Compare delimited data - same data but in a different order

  • Hello All,

    I am currently working on comparing two versions of data for a comparison report. I have a delimited string of characters and I am trying to figure out if the data is the same but in a different order, I should not mark the record as different. I eliminated all data with different lengths. Edited...with data creation scripts

    The approach I am using is to split the values using a cross apply to a "Split by delimiter function" into a new table and doing left outer join on part number between the

    CURRENT AND PREVIOUS record sets and looking for where records are missing in the second table/record set.

    For example:

    -- Original Data

    CREATE TABLE #Table_Orig (PartNumber int, FILEVERSION varchar(100), VALUE varchar(100))

    INSERT INTO #Table_Orig VALUES (1234, 'CURRENT', 'A B')

    INSERT INTO #Table_Orig VALUES (1234, 'PREVIOUS', 'B A')

    INSERT INTO #Table_Orig VALUES (456, 'CURRENT', 'A B')

    INSERT INTO #Table_Orig VALUES (456, 'PREVIOUS', 'A D')

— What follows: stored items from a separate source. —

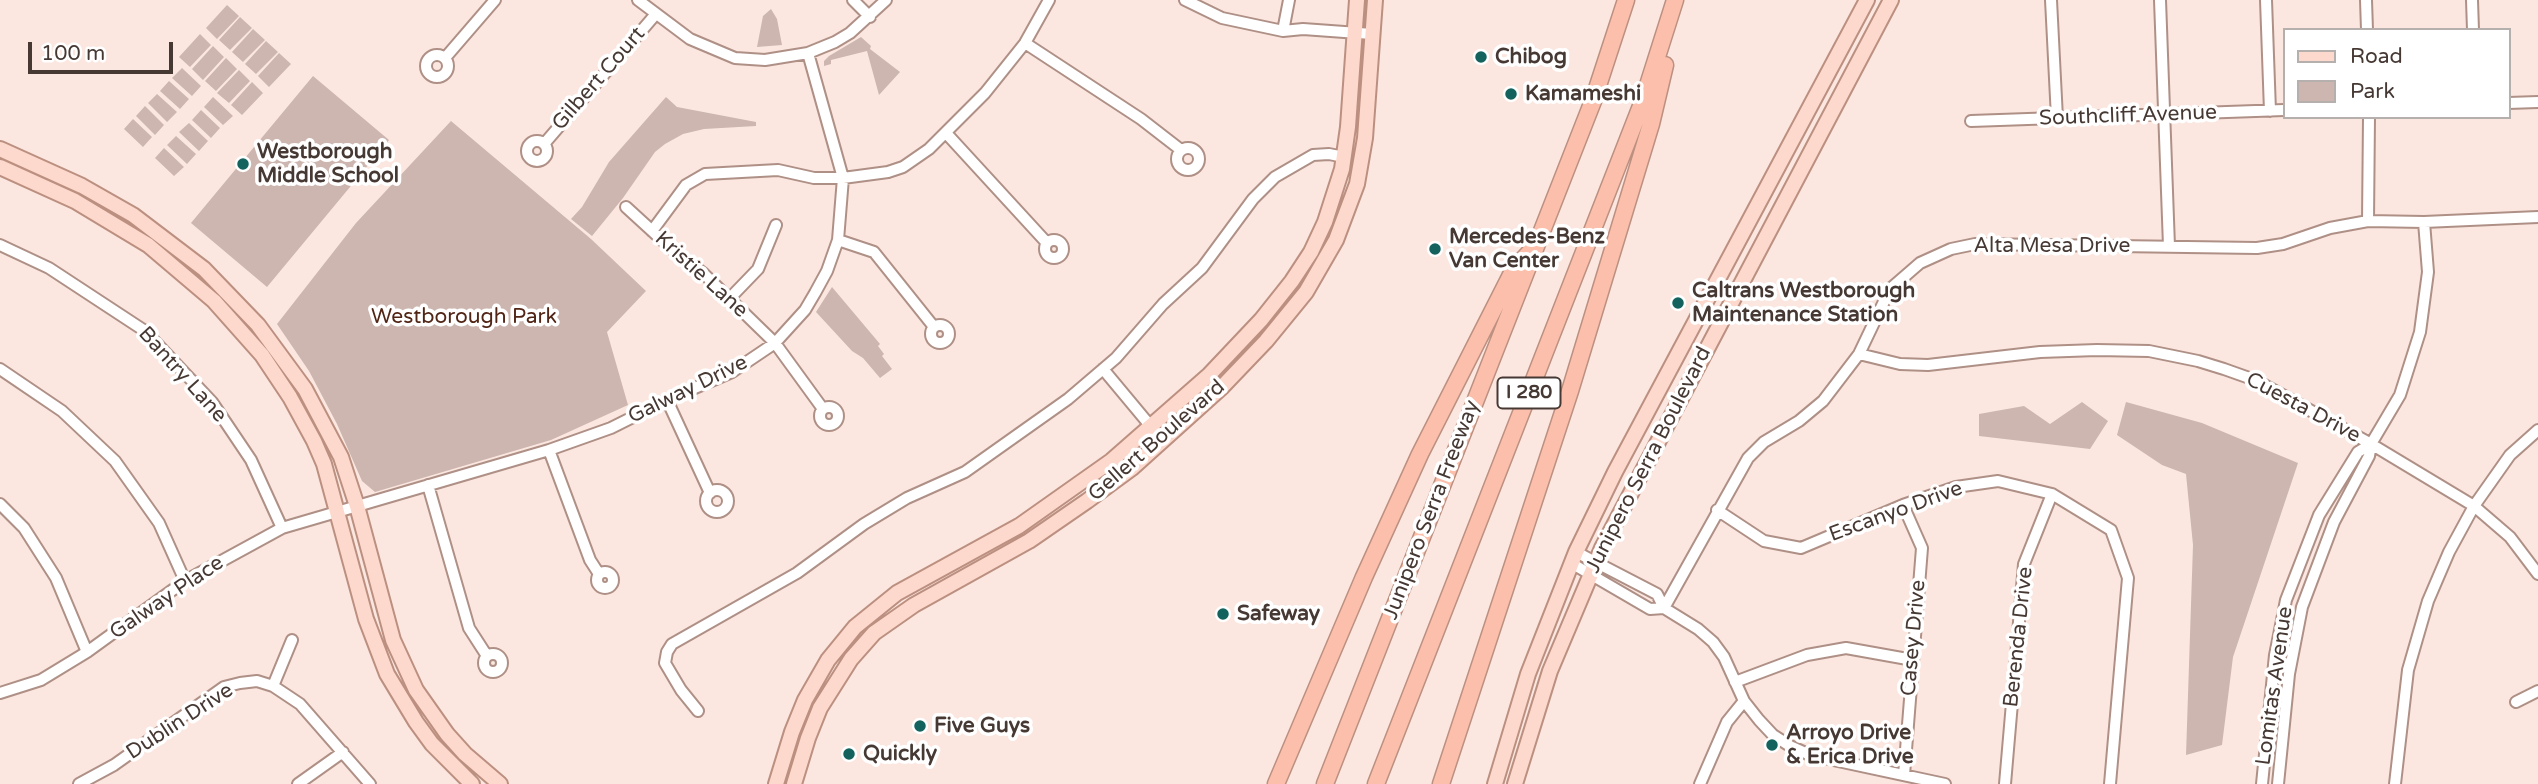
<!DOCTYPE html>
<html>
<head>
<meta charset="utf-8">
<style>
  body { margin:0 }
  #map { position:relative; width:2538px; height:784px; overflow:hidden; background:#fbe7e0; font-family:"Varela Round",sans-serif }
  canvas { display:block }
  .legend { position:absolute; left:2283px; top:28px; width:228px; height:91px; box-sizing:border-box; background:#fff; border:2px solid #b5b0ae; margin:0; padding:9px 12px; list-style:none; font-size:21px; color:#463934 }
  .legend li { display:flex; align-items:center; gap:14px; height:35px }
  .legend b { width:35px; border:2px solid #b5b0ae }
  .scale { position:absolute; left:28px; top:42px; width:145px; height:32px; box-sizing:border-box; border:4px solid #463934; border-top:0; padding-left:9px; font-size:21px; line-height:24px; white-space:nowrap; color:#463934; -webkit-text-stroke:5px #fff; paint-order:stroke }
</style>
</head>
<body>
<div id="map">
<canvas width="2538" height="784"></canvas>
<ul class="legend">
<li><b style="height:9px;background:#fdd9cd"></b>Road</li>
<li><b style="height:19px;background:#ccb6af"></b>Park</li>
</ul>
<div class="scale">100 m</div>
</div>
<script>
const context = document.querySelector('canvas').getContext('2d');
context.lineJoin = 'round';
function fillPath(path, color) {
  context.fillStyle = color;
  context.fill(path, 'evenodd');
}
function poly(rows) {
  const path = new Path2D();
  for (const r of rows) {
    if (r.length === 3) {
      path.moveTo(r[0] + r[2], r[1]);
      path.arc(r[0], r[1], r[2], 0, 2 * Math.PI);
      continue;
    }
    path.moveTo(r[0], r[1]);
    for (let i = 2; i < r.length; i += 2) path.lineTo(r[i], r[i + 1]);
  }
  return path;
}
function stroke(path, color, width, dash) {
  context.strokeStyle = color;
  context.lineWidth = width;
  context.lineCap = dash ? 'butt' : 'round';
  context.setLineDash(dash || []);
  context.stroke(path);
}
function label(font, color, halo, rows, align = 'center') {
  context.font = font + ' "Varela Round",sans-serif';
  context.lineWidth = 7;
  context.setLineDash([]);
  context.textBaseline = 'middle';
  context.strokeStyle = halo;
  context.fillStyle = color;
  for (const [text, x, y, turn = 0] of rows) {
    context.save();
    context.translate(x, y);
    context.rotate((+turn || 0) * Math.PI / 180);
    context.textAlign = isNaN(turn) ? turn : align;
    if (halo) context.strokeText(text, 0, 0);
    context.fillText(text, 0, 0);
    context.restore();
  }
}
fillPath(poly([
  [227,5,239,16,217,39,206,28],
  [771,9,777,19,782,45,757,47,763,16],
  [240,17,252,28,230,50,219,40],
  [253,29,265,40,243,62,232,52],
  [200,34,211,45,190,67,179,57],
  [861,37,871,46,870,49,900,72,879,95,867,51,831,60,831,64,824,66,824,61,829,56],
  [266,41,278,52,256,74,245,64],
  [213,46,224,57,203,80,192,69],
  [279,53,291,64,269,87,258,76],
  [226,58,237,69,216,91,205,81],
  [182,68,201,86,192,96,172,78],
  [239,70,250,81,229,103,217,93],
  [313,76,389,140,267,287,191,223],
  [169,81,189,99,180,109,160,91],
  [252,82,263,93,242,115,231,105],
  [157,94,177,112,167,122,148,103],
  [213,97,233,116,223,125,204,107],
  [666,97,677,107,756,122,756,126,704,129,683,134,665,144,655,152,623,198,592,236,571,219,582,207,609,162],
  [145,106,164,125,155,135,136,116],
  [201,110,220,128,211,138,192,120],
  [133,119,152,137,143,147,124,129],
  [451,121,591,239,646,291,607,332,628,405,551,440,375,492,362,481,337,424,309,371,277,324,356,223],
  [189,123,208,141,199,151,179,132],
  [176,136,196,154,187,164,167,145],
  [164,148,184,167,174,176,155,158],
  [832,287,880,344,878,346,884,354,882,356,892,369,880,378,863,358,852,351,816,312],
  [2082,402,2108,421,2090,449,1979,436,1979,414,2024,406,2050,424],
  [2126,402,2202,423,2298,463,2233,657,2222,745,2186,755,2193,545,2186,474,2162,465,2117,435]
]), '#ccb6af');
const minor = poly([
  [638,0,690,39,735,58,765,60,808,53,835,42,850,33,886,0],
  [853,0,870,17],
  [1185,0,1222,18,1283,31,1303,29,1372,34],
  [2051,0,2057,118],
  [2160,0,2169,246],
  [2266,0,2270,111],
  [2366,0,2367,30],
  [2472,0,2473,30],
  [1283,31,1289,0],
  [1025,43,1141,119,1181,150],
  [437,66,11],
  [445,58,495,0],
  [2508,103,2538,102],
  [1971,121,2284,110],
  [946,133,1047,243],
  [537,151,10],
  [544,144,655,15],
  [1188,159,11],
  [626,207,673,250,703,273,775,343,823,409],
  [2368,221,2369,117],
  [652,231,686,185,705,174,778,170,814,178,843,178,888,172,903,167,929,149,985,93,1025,43,1049,0],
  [1054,249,9],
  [838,240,874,252,934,327],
  [0,245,49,268,145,331,212,402,251,460,282,528],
  [730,298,758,269,776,225],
  [940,334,9],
  [1859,354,1900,364,1928,365,2040,352,2097,350,2149,351,2198,361,2224,369,2255,380,2371,444,2474,506,2510,537,2538,574],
  [0,369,62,411,115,461,159,523,185,581],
  [1103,369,1163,441],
  [667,400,710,493],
  [829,416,9],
  [549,450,590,560,599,574],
  [428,485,469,628,487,656],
  [717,501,11],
  [0,504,24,528,56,578,87,652],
  [1903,505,1922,548,1904,775],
  [1717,510,1764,541,1801,548,1903,505,1956,487,1998,481,2052,494,2111,530,2128,578,2110,784],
  [1576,552,1657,594,1664,608],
  [1571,563,1650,609,1664,608,1698,629,1713,642,1724,657,1744,701,1759,720,1773,735,1790,746,1810,755,1945,784],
  [605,580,8],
  [1664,608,1748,458,1764,442,1799,421,1823,401,1859,354,1890,289,1920,263,1951,249,1975,244,2257,248,2283,244,2330,228,2368,221,2424,222,2538,217],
  [493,663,9],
  [1735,682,1807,655,1846,648,1913,660],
  [273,686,292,640],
  [0,693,41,680,87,652,185,581,282,528,549,450,611,428,667,400,732,372,775,343,805,310,815,293,827,271,838,240,843,178,808,53],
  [2516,702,2538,691],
  [698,711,681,690,665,663,667,652,672,644,797,573,864,524,907,498,965,472,1068,399,1116,358,1163,304,1202,268,1253,199,1275,177,1313,155,1329,154,1344,157],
  [79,784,114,765,224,687,240,683,257,681,273,686,300,704,370,784],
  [298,784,343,752],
  [1700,784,1727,722,1744,701],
  [2005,784,2024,564,2052,494],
  [2262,784,2275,655,2286,600,2319,515,2358,452,2371,444],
  [2278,784,2289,674,2302,607,2334,522,2369,456,2371,444,2400,395,2420,332,2428,272,2424,222],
  [2395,784,2408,670,2428,601,2449,552,2474,506,2510,455,2538,430]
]);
const major = poly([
  [0,149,82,186,133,215,204,269,258,325,305,389,341,457,357,506,393,640,416,690,447,734,465,754,500,784],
  [0,167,75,201,148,245,214,301,262,355,290,397,314,441,324,464,366,619,387,674,416,722,432,744,472,784],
  [776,784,792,732,805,700,828,660,855,627,897,593,1019,526,1111,461,1209,375,1261,320,1292,281,1311,252,1325,222,1342,169,1348,127,1357,0],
  [794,784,808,738,820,708,851,659,874,633,914,605,1029,541,1087,501,1132,468,1222,387,1266,341,1306,292,1336,240,1357,184,1365,138,1375,0],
  [1495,784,1528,674,1576,552,1615,472,1867,0],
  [1515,784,1550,671,1602,548,1891,0]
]);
const highway = poly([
  [1276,784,1364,577,1420,454,1514,269,1531,251],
  [1325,784,1593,101,1626,0],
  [1376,784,1643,101,1675,0],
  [1441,784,1570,391,1651,124,1665,65]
]);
stroke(minor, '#af9086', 14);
stroke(major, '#bc9081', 18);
stroke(highway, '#bc9081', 19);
stroke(minor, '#fff', 10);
stroke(major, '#fdd9cd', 14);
stroke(highway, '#fcbfab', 16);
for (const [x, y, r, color] of [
  [1481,57,7,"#13625e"],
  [1511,94,7,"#13625e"],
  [243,164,7,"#13625e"],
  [1435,249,7,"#13625e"],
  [1678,303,7,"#13625e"],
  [1223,614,7,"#13625e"],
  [920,726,7,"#13625e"],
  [1772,745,7,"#13625e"],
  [849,754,7,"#13625e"]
]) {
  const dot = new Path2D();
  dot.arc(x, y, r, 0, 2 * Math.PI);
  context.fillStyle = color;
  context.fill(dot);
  stroke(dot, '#fff', 2.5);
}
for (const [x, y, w] of [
  [1529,393,63]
]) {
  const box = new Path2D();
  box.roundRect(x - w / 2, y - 15.5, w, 31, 5);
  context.fillStyle = '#fff';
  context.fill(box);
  stroke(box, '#463934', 2);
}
label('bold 19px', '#463934', null, [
  ["I 280",1529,393]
]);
label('bold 21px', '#463934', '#fff', [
  ["Chibog",1495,57],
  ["Kamameshi",1525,94],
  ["Westborough",257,152],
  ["Middle School",257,176],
  ["Mercedes-Benz",1449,237],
  ["Van Center",1449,261],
  ["Caltrans Westborough",1692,291],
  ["Maintenance Station",1692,315],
  ["Safeway",1237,614],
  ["Five Guys",934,726],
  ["Arroyo Drive",1786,733],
  ["& Erica Drive",1786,757],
  ["Quickly",863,754]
], 'left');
label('21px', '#463934', '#fff', [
  ["Gilbert Court",599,79,-49],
  ["Southcliff Avenue",2128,116,-2],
  ["Alta Mesa Drive",2052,246],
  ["Kristie Lane",701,275,42],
  ["Bantry Lane",182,375,48],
  ["Galway Drive",688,390,-26],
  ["Cuesta Drive",2303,408,28],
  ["Gellert Boulevard",1157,441,-41],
  ["Junipero Serra Boulevard",1649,460,-63],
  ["Junipero Serra Freeway",1432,510,-69],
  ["Escanyo Drive",1896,512,-20],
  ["Galway Place",167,598,-34],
  ["Berenda Drive",2019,637,-84],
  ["Casey Drive",1914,638,-85],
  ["Lomitas Avenue",2275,686,-82],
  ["Dublin Drive",180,722,-33]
]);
label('21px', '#512515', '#fff', [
  ["Westborough Park",464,317]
]);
</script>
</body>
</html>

    -- Split Table - Once run through a splitter function

    CREATE TABLE #Table_A (PartNumber int, FILEVERSION varchar(100), SplitVALUE varchar(100))

    INSERT INTO #Table_A VALUES (1234, 'CURRENT', 'A')

    INSERT INTO #Table_A VALUES (1234, 'CURRENT', 'B')

    INSERT INTO #Table_A VALUES (1234, 'PREVIOUS', 'B')

    INSERT INTO #Table_A VALUES (1234, 'PREVIOUS', 'A')

    INSERT INTO #Table_A VALUES (456, 'CURRENT', 'A')

    INSERT INTO #Table_A VALUES (456, 'CURRENT', 'B')

    INSERT INTO #Table_A VALUES (456, 'PREVIOUS', 'A')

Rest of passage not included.